**Instructions for the task**: Starting with the line that mentions "Quick job: Convert", repeat each line verbatim until the entries end, both ends included.

....................

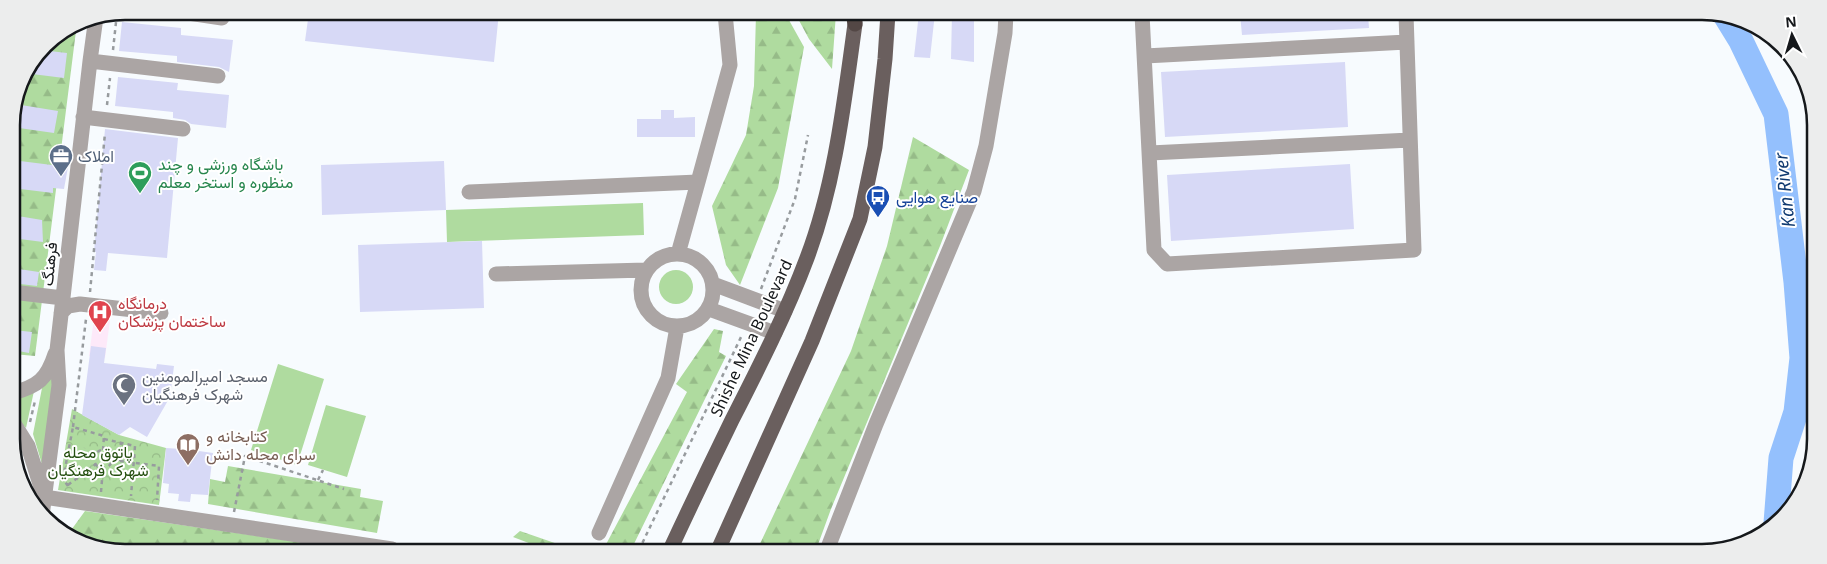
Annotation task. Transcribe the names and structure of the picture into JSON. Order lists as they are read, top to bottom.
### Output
{
  "streets": {
    "main road": ["Shishe Mina Boulevard"],
    "street": ["فرهنگ"]
  },
  "water": ["Kan River"],
  "parks": ["پاتوق محله شهرک فرهنگیان"],
  "places": {
    "office": ["املاک"],
    "sports": ["باشگاه ورزشی و چند منظوره و استخر معلم"],
    "bus stop": ["صنایع هوایی"],
    "hospital": ["درمانگاه ساختمان پزشکان"],
    "mosque": ["مسجد امیرالمومنین شهرک فرهنگیان"],
    "library": ["کتابخانه و سرای محله دانش"]
  },
  "north": "top"
}
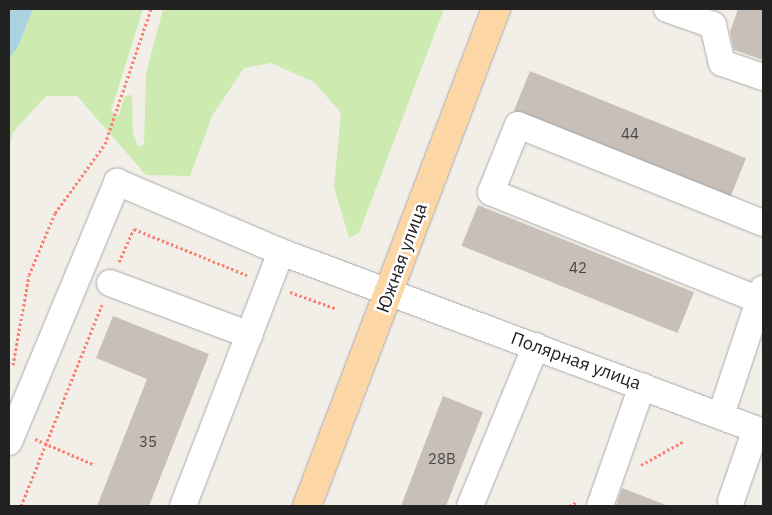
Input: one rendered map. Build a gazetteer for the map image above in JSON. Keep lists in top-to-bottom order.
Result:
{
  "streets": {
    "main road": ["Южная улица"],
    "street": ["Полярная улица"]
  },
  "crossings": [
    ["Южная улица", "Полярная улица"]
  ],
  "house_numbers": [
    "44",
    "42",
    "35",
    "28В"
  ]
}
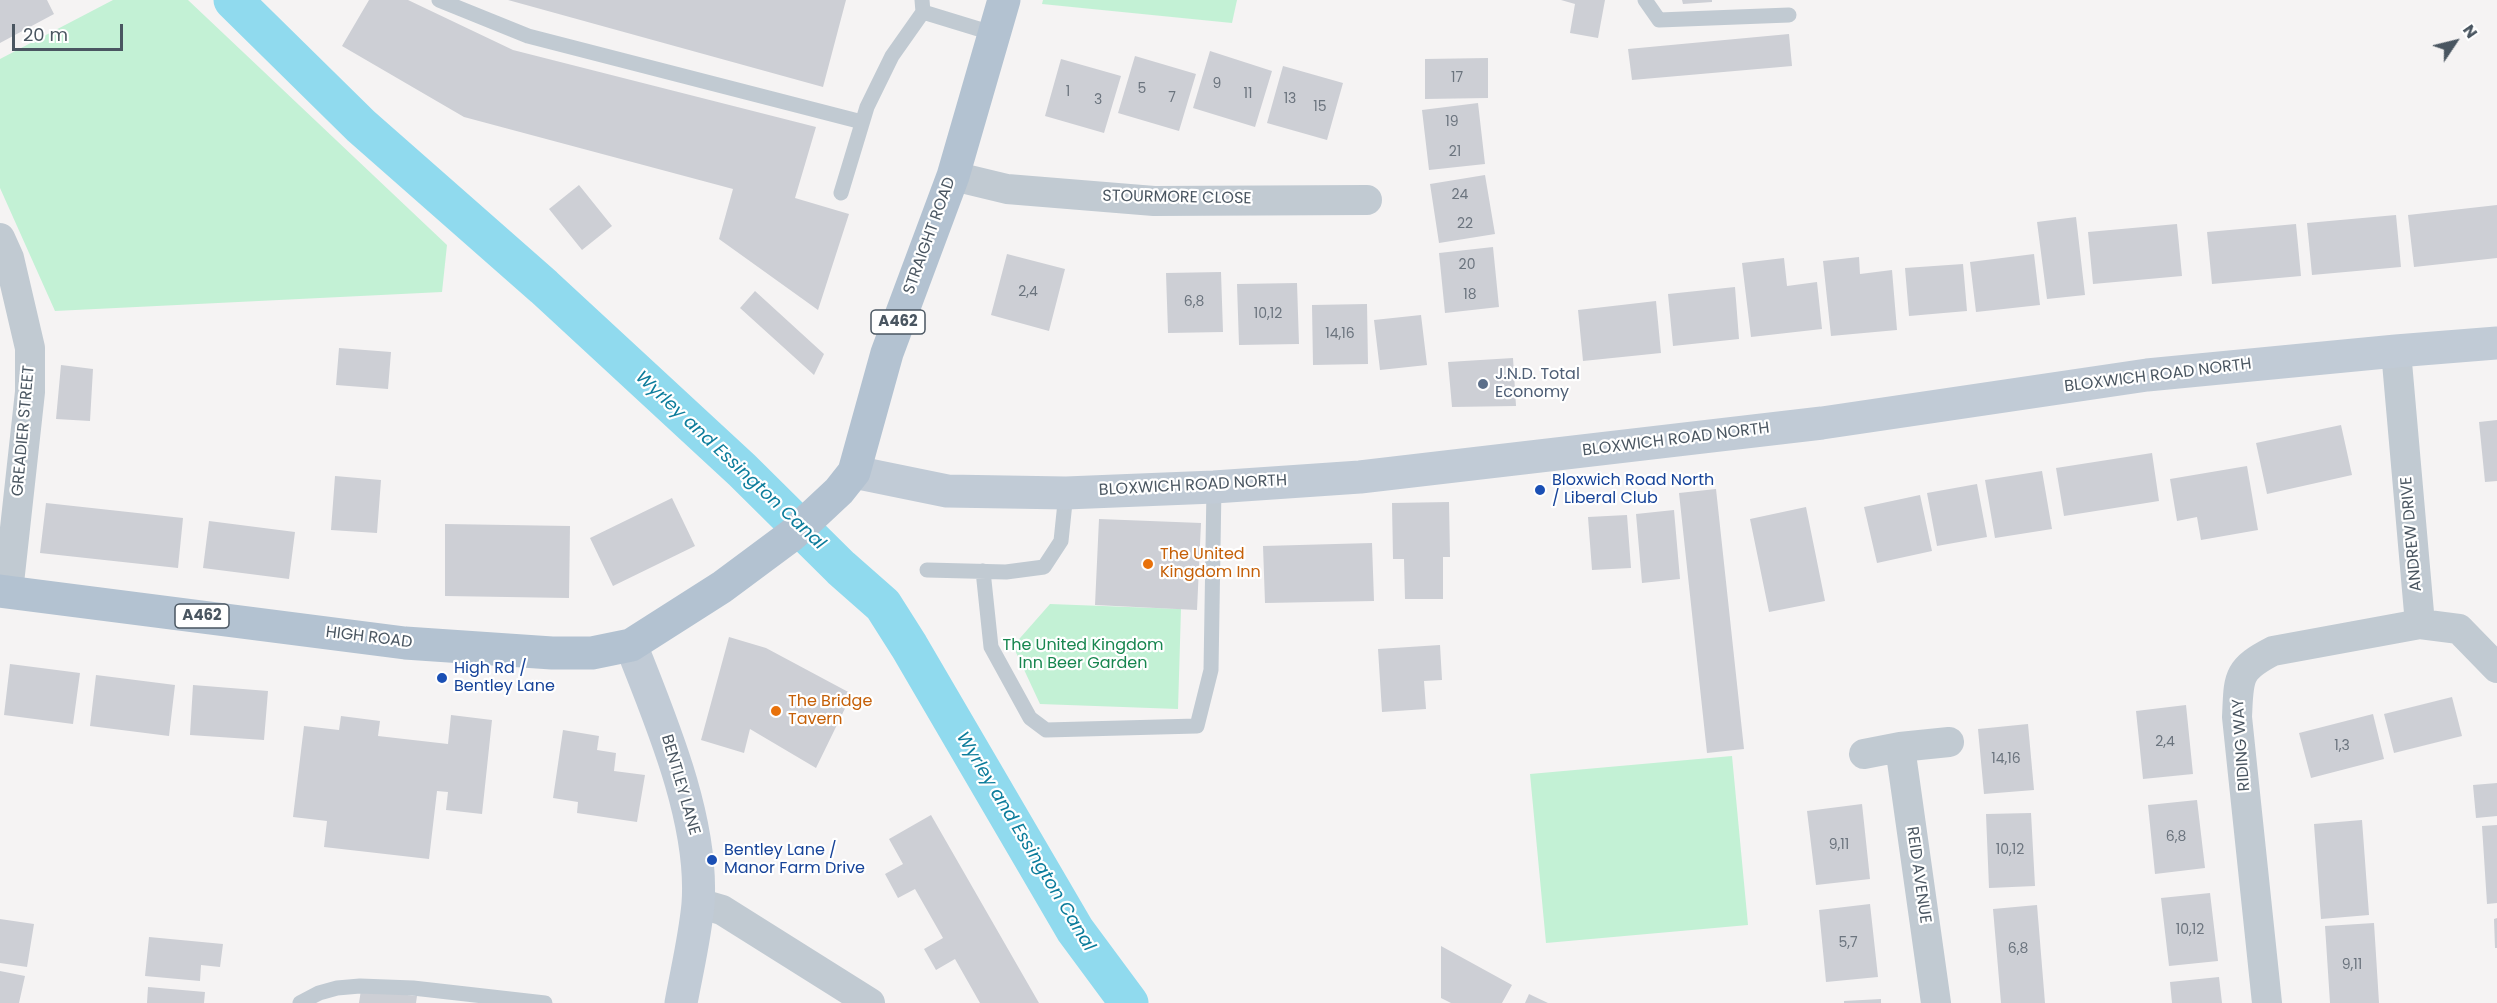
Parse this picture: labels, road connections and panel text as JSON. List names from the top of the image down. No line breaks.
{"streets":{"main road":["STRAIGHT ROAD","A462","HIGH ROAD"],"street":["STOURMORE CLOSE","BLOXWICH ROAD NORTH","GREADIER STREET","ANDREW DRIVE","RIDING WAY","BENTLEY LANE","REID AVENUE"]},"crossings":[["STOURMORE CLOSE","STRAIGHT ROAD"],["STRAIGHT ROAD","BLOXWICH ROAD NORTH"],["STRAIGHT ROAD","HIGH ROAD"],["BLOXWICH ROAD NORTH","ANDREW DRIVE"],["BLOXWICH ROAD NORTH","HIGH ROAD"],["GREADIER STREET","HIGH ROAD"],["ANDREW DRIVE","RIDING WAY"],["HIGH ROAD","BENTLEY LANE"]],"water":["Wyrley and Essington Canal"],"parks":["The United Kingdom Inn Beer Garden"],"places":["J.N.D. Total Economy","Bloxwich Road North / Liberal Club","The United Kingdom Inn","High Rd / Bentley Lane","The Bridge Tavern","Bentley Lane / Manor Farm Drive"],"house_numbers":["17","9","5","1","11","7","13","3","15","19","21","24","22","20","2,4","18","6,8","10,12","14,16","2,4","1,3","14,16","6,8","9,11","10,12","10,12","5,7","6,8","9,11"],"scale_bar":"20 m","north":"top right"}
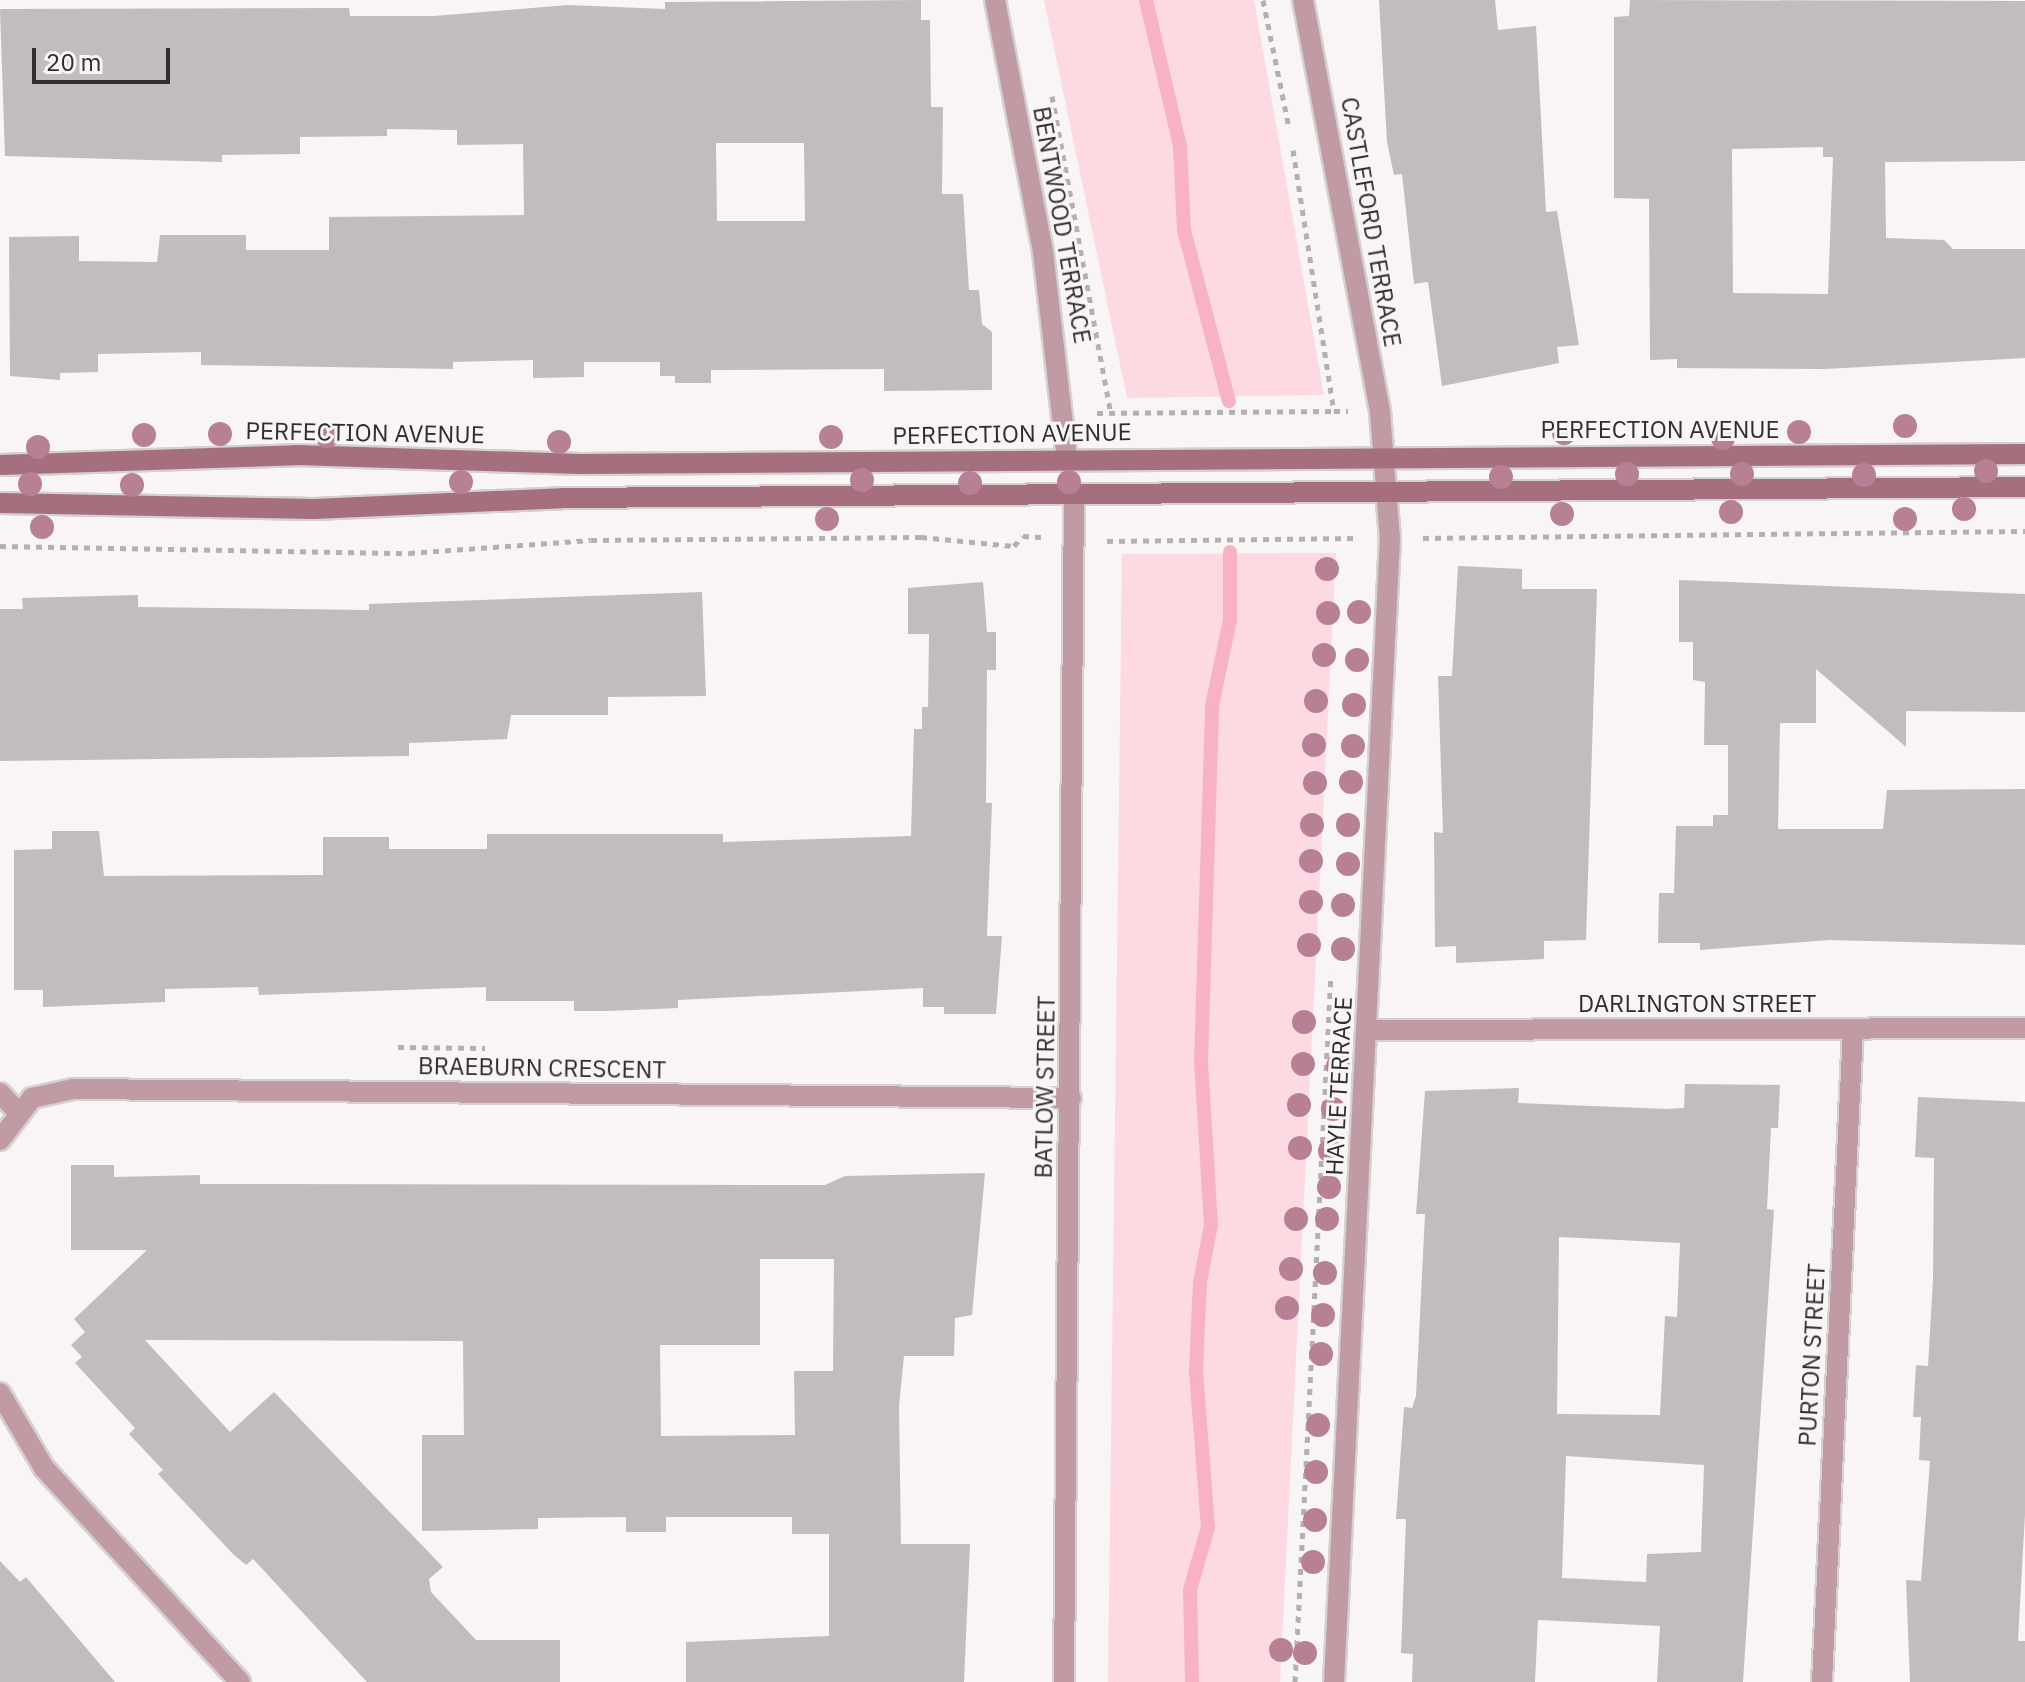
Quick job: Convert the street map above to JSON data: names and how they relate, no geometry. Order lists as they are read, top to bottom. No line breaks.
{"streets":{"street":["CASTLEFORD TERRACE","BENTWOOD TERRACE","PERFECTION AVENUE","DARLINGTON STREET","BRAEBURN CRESCENT","HAYLE TERRACE","BATLOW STREET","PURTON STREET"]},"crossings":[["CASTLEFORD TERRACE","PERFECTION AVENUE"],["CASTLEFORD TERRACE","HAYLE TERRACE"],["BENTWOOD TERRACE","PERFECTION AVENUE"],["DARLINGTON STREET","HAYLE TERRACE"],["DARLINGTON STREET","PURTON STREET"],["BRAEBURN CRESCENT","BATLOW STREET"]],"scale_bar":"20 m"}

....................

**Exercise output**:
Quick job: Convert the street map above to JSON data: names and how they relate, no geometry. Order lists as they are read, top to bottom. No line breaks.
{"streets":{"street":["CASTLEFORD TERRACE","BENTWOOD TERRACE","PERFECTION AVENUE","DARLINGTON STREET","BRAEBURN CRESCENT","HAYLE TERRACE","BATLOW STREET","PURTON STREET"]},"crossings":[["CASTLEFORD TERRACE","PERFECTION AVENUE"],["CASTLEFORD TERRACE","HAYLE TERRACE"],["BENTWOOD TERRACE","PERFECTION AVENUE"],["DARLINGTON STREET","HAYLE TERRACE"],["DARLINGTON STREET","PURTON STREET"],["BRAEBURN CRESCENT","BATLOW STREET"]],"scale_bar":"20 m"}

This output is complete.